◆ What the task asks: Whichever lines include the word "water", copy them as they appear in the data.
------ Provided data
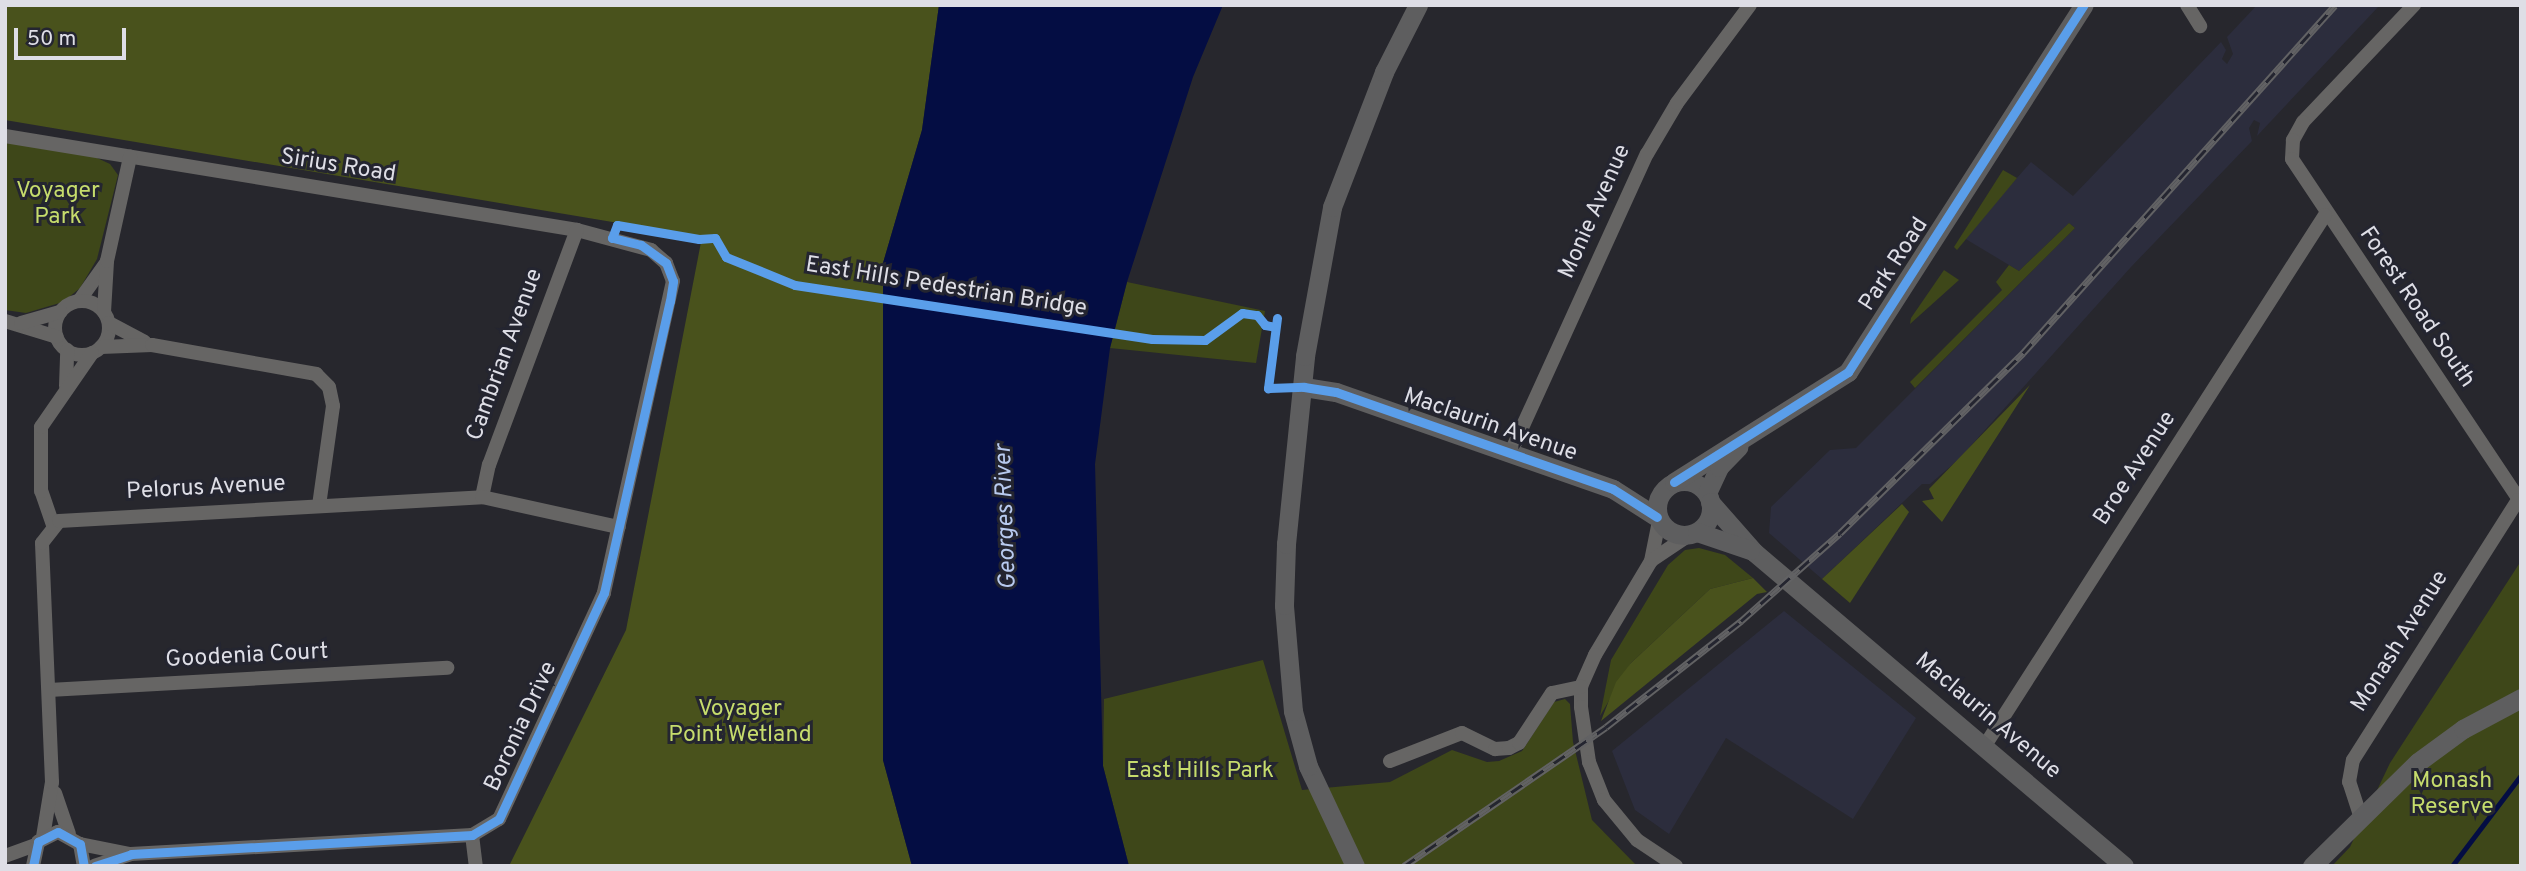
<!DOCTYPE html>
<html>
<head>
<meta charset="utf-8">
<style>
	body { margin:0 }
	#map { position:relative; width:2526px; height:871px; overflow:hidden; background:#27272d; font-family:Overpass,sans-serif }
	div>[style] { position:absolute }
	[style*='--x'] { left:calc(var(--x)*1px); top:calc(var(--y)*1px); width:calc(var(--w)*1px); rotate:calc(var(--a)*1deg) }
	.built>* { inset:0; background:#2c2d3d }
	.green>* { inset:0; background:#3e4719 }
	.forest>* { inset:0; background:#49521c }
	.water>* { inset:0; background:#040d43 }
	.stream>* { height:4.5px; margin:-2.25px; padding:0 2.25px; transform-origin:2.25px; border-radius:2.25px; background:#040d43 }
	.street>* { height:14px; margin:-7px; padding:0 7px; transform-origin:7px; border-radius:7px; background:#666564 }
	.street>.ring { margin:-7px; padding:0; box-sizing:content-box; background:none; border:14px solid #666564; border-radius:50% }
	.secondary>* { height:19px; margin:-9.5px; padding:0 9.5px; transform-origin:9.5px; border-radius:9.5px; background:#5e5e5f }
	.secondary>.ring { margin:-9.5px; padding:0; box-sizing:content-box; background:none; border:19px solid #5e5e5f; border-radius:50% }
	.rail>* { height:7px; margin-top:-3.5px; transform-origin:0; background:repeating-linear-gradient(90deg,#242530 0 13px,#626264 0 26px); box-sizing:border-box; border-block:2px solid #626264 }
	.cycleway>* { height:9px; margin:-4.5px; padding:0 4.5px; transform-origin:4.5px; border-radius:4.5px; background:#5a9eea }
	span { translate:-50% -50%; white-space:nowrap; text-align:center; line-height:1.15; -webkit-text-stroke:6px #242530; paint-order:stroke }
	.street-label { font-size:23px; color:#dedee6 }
	.park-label { font-size:23px; color:#c6dc6c }
	.water-label { font-size:24px; color:#b8caef; font-style:italic }
	.frame { position:absolute; inset:0; border:7px solid #dedee6; pointer-events:none }
	.scale { position:absolute; left:14px; top:28px; width:112px; height:32px; box-sizing:border-box; border:4px solid #dedee6; border-top:0; padding-left:9px; font-size:21px; line-height:24px; white-space:nowrap; color:#dedee6; -webkit-text-stroke:5px #242530; paint-order:stroke }
</style>
</head>
<body>
<div id="map">
	<div class="built">
		<div style="clip-path:polygon(2257px 5px,2380px 5px,2257px 136px,2260px 123px,2254px 120px,2249px 128px,2252px 141px,2131px 267px,1959px 459px,1930px 484px,1922px 484px,1822px 579px,1769px 533px,1771px 507px,1830px 450px,1856px 448px,2075px 228px,2069px 223px,2019px 271px,1964px 238px,2031px 162px,2073px 196px,2221px 42px,2226px 50px,2222px 59px,2227px 64px,2233px 54px,2227px 37px)"></div>
		<div style="clip-path:polygon(1784px 611px,1916px 718px,1853px 819px,1726px 738px,1669px 834px,1635px 810px,1612px 751px)"></div>
	</div>
	<div class="green">
		<div style="clip-path:polygon(5px 142px,95px 157px,110px 164px,118px 175px,97px 259px,80px 288px,63px 302px,26px 313px,5px 310px)"></div>
		<div style="clip-path:polygon(2003px 170px,2017px 178px,1957px 250px,1954px 247px)"></div>
		<div style="clip-path:polygon(2069px 223px,2075px 228px,1915px 388px,1910px 382px,2002px 290px,1996px 282px,2009px 265px,2019px 271px)"></div>
		<div style="clip-path:polygon(1944px 270px,1959px 280px,1910px 324px,1911px 318px)"></div>
		<div style="clip-path:polygon(1127px 282px,1265px 311px,1256px 363px,1110px 348px)"></div>
		<div style="clip-path:polygon(1699px 548px,1725px 555px,1753px 578px,1710px 589px,1631px 663px,1600px 716px,1611px 660px,1668px 565px,1685px 550px)"></div>
		<div style="clip-path:polygon(2521px 561px,2521px 866px,2332px 866px,2350px 847px,2390px 763px)"></div>
		<div style="clip-path:polygon(1263px 660px,1302px 790px,1390px 782px,1452px 750px,1487px 762px,1499px 761px,1522px 751px,1554px 702px,1565px 699px,1570px 704px,1573px 742px,1592px 820px,1637px 866px,1129px 866px,1103px 766px,1104px 699px)"></div>
	</div>
	<div class="forest">
		<div style="clip-path:polygon(5px 5px,939px 5px,922px 130px,883px 263px,883px 760px,912px 866px,509px 866px,626px 630px,702px 237px,5px 120px)"></div>
		<div style="clip-path:polygon(2030px 385px,1942px 522px,1922px 501px,1934px 499px,1929px 489px)"></div>
		<div style="clip-path:polygon(1902px 504px,1909px 512px,1850px 603px,1822px 579px)"></div>
		<div style="clip-path:polygon(1753px 578px,1767px 592px,1757px 594px,1601px 721px,1616px 682px,1631px 663px,1710px 589px)"></div>
	</div>
	<div class="water">
		<div style="clip-path:polygon(939px 5px,1223px 5px,1193px 77px,1127px 282px,1110px 348px,1095px 464px,1103px 766px,1129px 866px,912px 866px,883px 760px,883px 263px,922px 130px)"></div>
	</div>
	<div class="stream">
		<div style="--x:2452;--y:866;--w:114;--a:-52.8"></div>
	</div>
	<div class="street">
		<div style="--x:2187;--y:5;--w:25;--a:58"></div>
		<div style="--x:2414;--y:5;--w:161;--a:133.5"></div>
		<div style="--x:2303;--y:122;--w:21;--a:119"></div>
		<div style="--x:2293;--y:140;--w:19;--a:93"></div>
		<div style="--x:2292;--y:159;--w:412;--a:56.3"></div>
		<div style="--x:5;--y:136;--w:580;--a:9.33"></div>
		<div style="--x:577;--y:230;--w:77;--a:15.1"></div>
		<div style="--x:651;--y:250;--w:20;--a:41"></div>
		<div style="--x:666;--y:263;--w:19;--a:69"></div>
		<div style="--x:673;--y:281;--w:320;--a:102.5"></div>
		<div style="--x:604;--y:593;--w:249;--a:114.9"></div>
		<div style="--x:499;--y:819;--w:31;--a:149"></div>
		<div style="--x:472;--y:835;--w:342;--a:176.8"></div>
		<div style="--x:131;--y:854;--w:38;--a:162"></div>
		<div style="--x:79;--y:301;--w:47;--a:-54.6"></div>
		<div class="ring" style="left:55px;top:301px;width:40px;height:40px"></div>
		<div style="--x:104;--y:312;--w:51;--a:-86.6"></div>
		<div style="--x:107;--y:261;--w:107;--a:-77.5"></div>
		<div style="--x:5;--y:321;--w:54;--a:17.1"></div>
		<div style="--x:21;--y:323;--w:41;--a:-15.8"></div>
		<div style="--x:109;--y:323;--w:40;--a:28"></div>
		<div style="--x:101;--y:347;--w:51;--a:-2.2"></div>
		<div style="--x:152;--y:345;--w:167;--a:10"></div>
		<div style="--x:316;--y:374;--w:18;--a:45"></div>
		<div style="--x:329;--y:387;--w:19;--a:78"></div>
		<div style="--x:333;--y:406;--w:101;--a:98"></div>
		<div style="--x:66;--y:386;--w:36;--a:-88"></div>
		<div style="--x:1510;--y:454;--w:330;--a:-65.5"></div>
		<div style="--x:1647;--y:154;--w:59;--a:-59.5"></div>
		<div style="--x:1677;--y:103;--w:122;--a:-53.3"></div>
		<div style="--x:482;--y:497;--w:33;--a:-78"></div>
		<div style="--x:489;--y:465;--w:251;--a:-69.5"></div>
		<div style="--x:1659;--y:521;--w:41;--a:101.3"></div>
		<div style="--x:1651;--y:561;--w:109;--a:120.8"></div>
		<div style="--x:1595;--y:655;--w:35;--a:114"></div>
		<div style="--x:1581;--y:687;--w:20;--a:90"></div>
		<div style="--x:1581;--y:707;--w:56;--a:81.7"></div>
		<div style="--x:1589;--y:762;--w:41;--a:68.5"></div>
		<div style="--x:1604;--y:800;--w:52;--a:50.5"></div>
		<div style="--x:1637;--y:840;--w:47;--a:33.7"></div>
		<div style="--x:53;--y:525;--w:36;--a:-109"></div>
		<div style="--x:41;--y:491;--w:64;--a:-90"></div>
		<div style="--x:41;--y:427;--w:90;--a:-55.4"></div>
		<div style="--x:1652;--y:560;--w:45;--a:-34"></div>
		<div style="--x:49;--y:690;--w:399;--a:-3.2"></div>
		<div style="--x:1984;--y:747;--w:632;--a:-57.34"></div>
		<div style="--x:1390;--y:761;--w:77;--a:-21.3"></div>
		<div style="--x:1462;--y:733;--w:37;--a:26"></div>
		<div style="--x:1495;--y:749;--w:14;--a:-4"></div>
		<div style="--x:1509;--y:748;--w:11;--a:-27"></div>
		<div style="--x:1519;--y:743;--w:60;--a:-56.6"></div>
		<div style="--x:1552;--y:693;--w:30;--a:-12"></div>
		<div style="--x:55;--y:793;--w:43;--a:71.1"></div>
		<div style="--x:2360;--y:815;--w:35;--a:-108"></div>
		<div style="--x:2349;--y:782;--w:22;--a:-80"></div>
		<div style="--x:2353;--y:760;--w:308;--a:-57.6"></div>
		<div style="--x:472;--y:835;--w:31;--a:83"></div>
		<div style="--x:43;--y:837;--w:56;--a:-80.7"></div>
		<div style="--x:52;--y:782;--w:239;--a:-92.4"></div>
		<div style="--x:42;--y:543;--w:28;--a:-52"></div>
		<div style="--x:59;--y:521;--w:424;--a:-3.2"></div>
		<div style="--x:482;--y:497;--w:140;--a:12.4"></div>
		<div style="--x:80;--y:844;--w:51;--a:11.3"></div>
		<div style="--x:5;--y:856;--w:33;--a:-20"></div>
		<div style="--x:33;--y:866;--w:25;--a:-78"></div>
		<div style="--x:38;--y:842;--w:22;--a:-27"></div>
		<div style="--x:58;--y:832;--w:25;--a:29"></div>
		<div style="--x:80;--y:844;--w:22;--a:80"></div>
	</div>
	<div class="secondary">
		<div style="--x:1304;--y:387;--w:32;--a:9"></div>
		<div style="--x:1336;--y:392;--w:293;--a:19.3"></div>
		<div style="--x:1613;--y:489;--w:52;--a:32.5"></div>
		<div class="ring" style="left:1657px;top:481px;width:35px;height:35px"></div>
		<div style="--x:1674;--y:482;--w:206;--a:-32.3"></div>
		<div style="--x:1848;--y:372;--w:436;--a:-57.3"></div>
		<div style="--x:1707;--y:493;--w:29;--a:-65"></div>
		<div style="--x:1719;--y:467;--w:28;--a:-46"></div>
		<div style="--x:1710;--y:502;--w:67;--a:48.7"></div>
		<div style="--x:1754;--y:552;--w:485;--a:40.3"></div>
		<div style="--x:1697;--y:532;--w:56;--a:18.8"></div>
		<div style="--x:1355;--y:866;--w:110;--a:-115.2"></div>
		<div style="--x:1308;--y:766;--w:57;--a:-105.3"></div>
		<div style="--x:1293;--y:711;--w:106;--a:-94.9"></div>
		<div style="--x:1284;--y:605;--w:61;--a:-88.1"></div>
		<div style="--x:1286;--y:544;--w:189;--a:-84.2"></div>
		<div style="--x:1305;--y:356;--w:151;--a:-79.7"></div>
		<div style="--x:1332;--y:207;--w:145;--a:-68.9"></div>
		<div style="--x:1384;--y:72;--w:75;--a:-63.1"></div>
		<div style="--x:2312;--y:866;--w:148;--a:-44.5"></div>
		<div style="--x:2418;--y:762;--w:56;--a:-36.3"></div>
		<div style="--x:2463;--y:729;--w:66;--a:-28.1"></div>
	</div>
	<div class="rail">
		<div style="--x:1404;--y:866;--w:245;--a:-34.5"></div>
		<div style="--x:1606;--y:727;--w:172;--a:-38.1"></div>
		<div style="--x:1741;--y:621;--w:132;--a:-41.6"></div>
		<div style="--x:1840;--y:533;--w:257;--a:-44.5"></div>
		<div style="--x:2023;--y:353;--w:467;--a:-48.1"></div>
	</div>
	<div class="cycleway">
		<div style="--x:1277;--y:318;--w:71;--a:97.3"></div>
		<div style="--x:1268;--y:388;--w:36;--a:-2"></div>
		<div style="--x:1304;--y:387;--w:32;--a:9"></div>
		<div style="--x:1336;--y:392;--w:293;--a:19.3"></div>
		<div style="--x:1613;--y:489;--w:52;--a:32.5"></div>
		<div style="--x:1674;--y:482;--w:206;--a:-32.3"></div>
		<div style="--x:1848;--y:372;--w:436;--a:-57.3"></div>
		<div style="--x:33;--y:866;--w:25;--a:-78"></div>
		<div style="--x:38;--y:842;--w:22;--a:-27"></div>
		<div style="--x:58;--y:832;--w:25;--a:29"></div>
		<div style="--x:80;--y:844;--w:22;--a:80"></div>
		<div style="--x:95;--y:866;--w:38;--a:-18"></div>
		<div style="--x:131;--y:854;--w:342;--a:-3.2"></div>
		<div style="--x:472;--y:835;--w:31;--a:-31"></div>
		<div style="--x:499;--y:819;--w:249;--a:-65.1"></div>
		<div style="--x:604;--y:593;--w:299;--a:-77.3"></div>
		<div style="--x:670;--y:301;--w:20;--a:-81"></div>
		<div style="--x:673;--y:281;--w:19;--a:-111"></div>
		<div style="--x:666;--y:263;--w:31;--a:-144"></div>
		<div style="--x:641;--y:245;--w:30;--a:-166"></div>
		<div style="--x:612;--y:238;--w:14;--a:-69"></div>
		<div style="--x:617;--y:225;--w:83;--a:9.7"></div>
		<div style="--x:699;--y:239;--w:16;--a:-4"></div>
		<div style="--x:715;--y:238;--w:22;--a:60"></div>
		<div style="--x:726;--y:257;--w:74;--a:22.1"></div>
		<div style="--x:795;--y:285;--w:361;--a:8.6"></div>
		<div style="--x:1152;--y:339;--w:53;--a:1.1"></div>
		<div style="--x:1205;--y:340;--w:46;--a:-36.1"></div>
		<div style="--x:1242;--y:313;--w:15;--a:8"></div>
		<div style="--x:1257;--y:315;--w:13;--a:51"></div>
		<div style="--x:1265;--y:325;--w:10;--a:11"></div>
	</div>
	<div class="street-label">
		<span style="left:338px;top:167px;rotate:9deg">Sirius Road</span>
		<span style="left:1596px;top:212px;rotate:-66deg">Monie Avenue</span>
		<span style="left:1895px;top:265px;rotate:-57deg">Park Road</span>
		<span style="left:946px;top:288px;rotate:9deg">East Hills Pedestrian Bridge</span>
		<span style="left:2416px;top:308px;rotate:56deg">Forest Road South</span>
		<span style="left:506px;top:355px;rotate:-70deg">Cambrian Avenue</span>
		<span style="left:1490px;top:426px;rotate:19deg">Maclaurin Avenue</span>
		<span style="left:2136px;top:469px;rotate:-57deg">Broe Avenue</span>
		<span style="left:206px;top:489px;rotate:-3deg">Pelorus Avenue</span>
		<span style="left:2401px;top:642px;rotate:-58deg">Monash Avenue</span>
		<span style="left:247px;top:657px;rotate:-3deg">Goodenia Court</span>
		<span style="left:1987px;top:717px;rotate:40deg">Maclaurin Avenue</span>
		<span style="left:522px;top:727px;rotate:-65deg">Boronia Drive</span>
	</div>
	<div class="park-label">
		<span style="left:58px;top:205px">Voyager<br>Park</span>
		<span style="left:740px;top:723px">Voyager<br>Point Wetland</span>
		<span style="left:1200px;top:772px">East Hills Park</span>
		<span style="left:2452px;top:795px">Monash<br>Reserve</span>
	</div>
	<div class="water-label">
		<span style="left:1007px;top:517px;rotate:-92deg">Georges River</span>
	</div>
	<div class="frame"></div>
	<div class="scale">50 m</div>
</div>
</body>
</html>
------------
◆ Response:
	.water>* { inset:0; background:#040d43 }
	.water-label { font-size:24px; color:#b8caef; font-style:italic }
	<div class="water">
	<div class="water-label">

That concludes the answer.